Poza tym dla mnie wazne jest to, ze w przedszkolu moje dzieci oprocz nauki zycia spolecznego fajnie spedzaja czas i sie nie nudza (ja nie jestem w domu w stanie dzien po dniu zapewniac im rozrywek, uczyc je wierszykow, piosenek, organizowac zajecia plastyczne). A w przedszkolu maja pole do popisu w roznych dziedzinach.
A najwazniejsze chyba dla mnie jest to, ze w naszym przypadku dzieci musza wykazac sie odwaga wchodzac w nowe przedszkolne srodowisko i musza sie nauczyc dostosowywac do nieznanych sytuacji (inna kultura, jezyk).
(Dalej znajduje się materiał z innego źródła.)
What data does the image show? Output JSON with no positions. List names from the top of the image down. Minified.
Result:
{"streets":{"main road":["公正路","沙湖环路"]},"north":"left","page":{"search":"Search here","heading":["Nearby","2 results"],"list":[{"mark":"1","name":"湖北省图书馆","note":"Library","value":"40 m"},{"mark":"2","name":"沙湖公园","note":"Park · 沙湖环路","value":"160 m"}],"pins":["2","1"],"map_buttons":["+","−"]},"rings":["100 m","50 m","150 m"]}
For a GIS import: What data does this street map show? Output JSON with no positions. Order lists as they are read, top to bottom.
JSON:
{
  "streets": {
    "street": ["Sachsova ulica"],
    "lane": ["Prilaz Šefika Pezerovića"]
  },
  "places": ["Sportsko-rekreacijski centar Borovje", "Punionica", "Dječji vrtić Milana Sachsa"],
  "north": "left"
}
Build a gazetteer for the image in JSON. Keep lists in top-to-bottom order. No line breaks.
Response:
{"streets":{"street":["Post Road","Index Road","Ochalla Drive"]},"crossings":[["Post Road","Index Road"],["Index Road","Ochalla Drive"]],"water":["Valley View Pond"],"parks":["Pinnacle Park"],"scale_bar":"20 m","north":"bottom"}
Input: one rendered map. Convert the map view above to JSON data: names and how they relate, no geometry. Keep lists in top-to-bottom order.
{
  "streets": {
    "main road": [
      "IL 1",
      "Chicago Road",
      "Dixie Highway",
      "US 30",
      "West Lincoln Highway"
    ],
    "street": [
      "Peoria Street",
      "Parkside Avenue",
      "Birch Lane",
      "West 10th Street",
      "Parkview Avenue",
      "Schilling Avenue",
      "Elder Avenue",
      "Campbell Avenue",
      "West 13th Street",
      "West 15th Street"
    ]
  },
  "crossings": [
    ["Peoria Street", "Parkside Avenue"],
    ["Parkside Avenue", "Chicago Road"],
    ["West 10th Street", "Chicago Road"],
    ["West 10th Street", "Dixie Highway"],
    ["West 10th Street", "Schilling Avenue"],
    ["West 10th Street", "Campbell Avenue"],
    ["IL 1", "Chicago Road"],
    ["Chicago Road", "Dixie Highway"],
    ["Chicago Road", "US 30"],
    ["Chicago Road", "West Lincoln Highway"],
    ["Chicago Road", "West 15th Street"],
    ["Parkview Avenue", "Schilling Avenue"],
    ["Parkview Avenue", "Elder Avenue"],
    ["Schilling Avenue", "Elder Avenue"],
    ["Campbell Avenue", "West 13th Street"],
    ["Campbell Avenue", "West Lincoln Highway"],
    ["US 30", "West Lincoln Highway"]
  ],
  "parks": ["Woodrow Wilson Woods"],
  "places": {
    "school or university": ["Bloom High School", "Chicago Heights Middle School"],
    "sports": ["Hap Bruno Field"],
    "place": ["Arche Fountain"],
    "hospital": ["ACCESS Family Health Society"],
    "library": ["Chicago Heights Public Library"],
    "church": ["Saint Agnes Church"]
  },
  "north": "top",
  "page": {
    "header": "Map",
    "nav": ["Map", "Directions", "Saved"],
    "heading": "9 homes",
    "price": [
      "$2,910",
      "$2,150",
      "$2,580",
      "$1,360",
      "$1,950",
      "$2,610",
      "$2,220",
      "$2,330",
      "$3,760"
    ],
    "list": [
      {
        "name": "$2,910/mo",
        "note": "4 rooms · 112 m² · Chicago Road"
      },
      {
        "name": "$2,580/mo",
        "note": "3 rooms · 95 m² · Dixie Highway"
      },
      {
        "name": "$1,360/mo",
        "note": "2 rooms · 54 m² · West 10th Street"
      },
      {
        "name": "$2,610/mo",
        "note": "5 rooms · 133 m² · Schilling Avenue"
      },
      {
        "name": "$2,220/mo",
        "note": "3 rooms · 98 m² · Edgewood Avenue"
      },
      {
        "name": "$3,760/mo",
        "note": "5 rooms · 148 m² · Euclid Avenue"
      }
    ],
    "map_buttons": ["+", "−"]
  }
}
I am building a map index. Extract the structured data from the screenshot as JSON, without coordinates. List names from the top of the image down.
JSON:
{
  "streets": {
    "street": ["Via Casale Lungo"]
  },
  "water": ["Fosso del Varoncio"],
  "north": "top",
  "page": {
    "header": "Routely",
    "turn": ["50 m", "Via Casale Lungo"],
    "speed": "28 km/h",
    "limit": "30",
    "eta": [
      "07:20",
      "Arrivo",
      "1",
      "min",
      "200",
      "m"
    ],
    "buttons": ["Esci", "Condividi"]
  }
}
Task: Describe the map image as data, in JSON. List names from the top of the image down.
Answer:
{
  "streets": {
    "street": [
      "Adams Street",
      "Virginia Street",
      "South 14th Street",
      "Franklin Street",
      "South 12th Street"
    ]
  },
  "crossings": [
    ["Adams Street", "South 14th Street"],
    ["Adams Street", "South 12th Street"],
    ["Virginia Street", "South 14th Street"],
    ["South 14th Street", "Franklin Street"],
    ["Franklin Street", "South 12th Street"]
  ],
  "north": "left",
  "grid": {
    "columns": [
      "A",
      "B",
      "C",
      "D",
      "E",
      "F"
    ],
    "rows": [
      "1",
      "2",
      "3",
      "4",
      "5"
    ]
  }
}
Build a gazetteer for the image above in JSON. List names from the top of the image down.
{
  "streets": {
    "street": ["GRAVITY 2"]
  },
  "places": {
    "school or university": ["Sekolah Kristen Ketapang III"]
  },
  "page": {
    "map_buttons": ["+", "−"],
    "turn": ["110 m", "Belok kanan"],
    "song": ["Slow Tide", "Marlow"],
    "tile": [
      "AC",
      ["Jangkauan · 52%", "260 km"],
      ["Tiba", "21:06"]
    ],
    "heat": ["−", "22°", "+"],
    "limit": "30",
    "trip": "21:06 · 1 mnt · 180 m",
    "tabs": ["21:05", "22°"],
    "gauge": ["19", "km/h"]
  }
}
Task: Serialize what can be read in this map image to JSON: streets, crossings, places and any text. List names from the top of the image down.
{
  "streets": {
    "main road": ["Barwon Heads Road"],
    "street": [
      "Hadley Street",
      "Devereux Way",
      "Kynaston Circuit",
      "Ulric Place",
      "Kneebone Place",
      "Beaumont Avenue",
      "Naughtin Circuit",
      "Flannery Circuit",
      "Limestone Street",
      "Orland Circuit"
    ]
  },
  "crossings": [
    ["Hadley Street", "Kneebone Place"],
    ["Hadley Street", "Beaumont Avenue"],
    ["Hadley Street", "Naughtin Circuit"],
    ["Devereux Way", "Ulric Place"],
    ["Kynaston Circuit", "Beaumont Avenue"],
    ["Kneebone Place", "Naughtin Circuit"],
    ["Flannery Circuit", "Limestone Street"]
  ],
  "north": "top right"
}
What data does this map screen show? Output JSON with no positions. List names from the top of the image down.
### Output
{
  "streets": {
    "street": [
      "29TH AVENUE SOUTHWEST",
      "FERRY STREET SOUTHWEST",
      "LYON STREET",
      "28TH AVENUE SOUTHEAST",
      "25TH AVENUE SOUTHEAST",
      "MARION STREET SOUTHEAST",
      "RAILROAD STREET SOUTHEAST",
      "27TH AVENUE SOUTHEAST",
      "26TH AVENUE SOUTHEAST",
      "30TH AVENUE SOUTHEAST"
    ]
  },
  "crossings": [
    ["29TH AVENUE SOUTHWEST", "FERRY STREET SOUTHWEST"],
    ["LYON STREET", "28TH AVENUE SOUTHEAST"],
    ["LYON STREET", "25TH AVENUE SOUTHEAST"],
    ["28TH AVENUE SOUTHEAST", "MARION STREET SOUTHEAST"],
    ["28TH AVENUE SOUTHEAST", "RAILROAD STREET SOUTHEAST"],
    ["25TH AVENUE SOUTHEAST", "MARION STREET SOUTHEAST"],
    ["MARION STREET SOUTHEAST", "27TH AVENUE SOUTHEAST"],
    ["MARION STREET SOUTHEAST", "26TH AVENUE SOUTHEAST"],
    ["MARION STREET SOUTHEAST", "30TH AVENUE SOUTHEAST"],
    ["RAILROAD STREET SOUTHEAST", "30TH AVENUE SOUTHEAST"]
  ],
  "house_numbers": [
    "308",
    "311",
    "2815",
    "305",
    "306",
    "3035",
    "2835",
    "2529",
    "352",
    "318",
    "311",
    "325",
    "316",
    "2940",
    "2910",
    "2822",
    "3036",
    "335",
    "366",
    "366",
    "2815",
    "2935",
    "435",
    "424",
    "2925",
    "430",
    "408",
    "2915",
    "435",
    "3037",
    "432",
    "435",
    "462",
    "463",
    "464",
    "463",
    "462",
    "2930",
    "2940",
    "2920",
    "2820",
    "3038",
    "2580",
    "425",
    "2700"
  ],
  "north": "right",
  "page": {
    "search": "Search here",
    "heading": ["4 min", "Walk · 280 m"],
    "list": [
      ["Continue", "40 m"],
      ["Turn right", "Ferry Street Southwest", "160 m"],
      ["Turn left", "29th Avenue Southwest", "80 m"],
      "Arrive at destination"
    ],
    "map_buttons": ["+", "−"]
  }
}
Dzieki temu w przyszlosci nie beda mialy problemu zaadoptowac sie w innej kulturowo grupie. Ucza sie tolerancji.
A pisac ucze sama, potem posle do polskiej szkoly, bo w Bulgarii bukwy ruskie niestety…
to dla mnie najważniejsze, zdecydowanie 🙂
i opieka jaką przedszkole zapewnia dziecku, gdy ja jestem w pracy – to oczywiste
o to to to dokladnie…
dla mnie najważniejsze:
– fachowa opieka w przedszkolu,
– nauka radzenia sobie w grupie,
– mozliwość sprawdzenia co jej sprawia przyjemnosc, w czym sie dobrze odnajduje, co da mi mozliwość rozwiajnia zainteresowań
– ma kolezanki, kolegów, stały rytm dnia.
to ja tylko dodam:
– dostaje pełnowartościowy obiad
Z pewnością kontakt z rówieśnikami, przyjaźnie, nauka funkcjonowania w grupie i oczywiście rozwój i nauka.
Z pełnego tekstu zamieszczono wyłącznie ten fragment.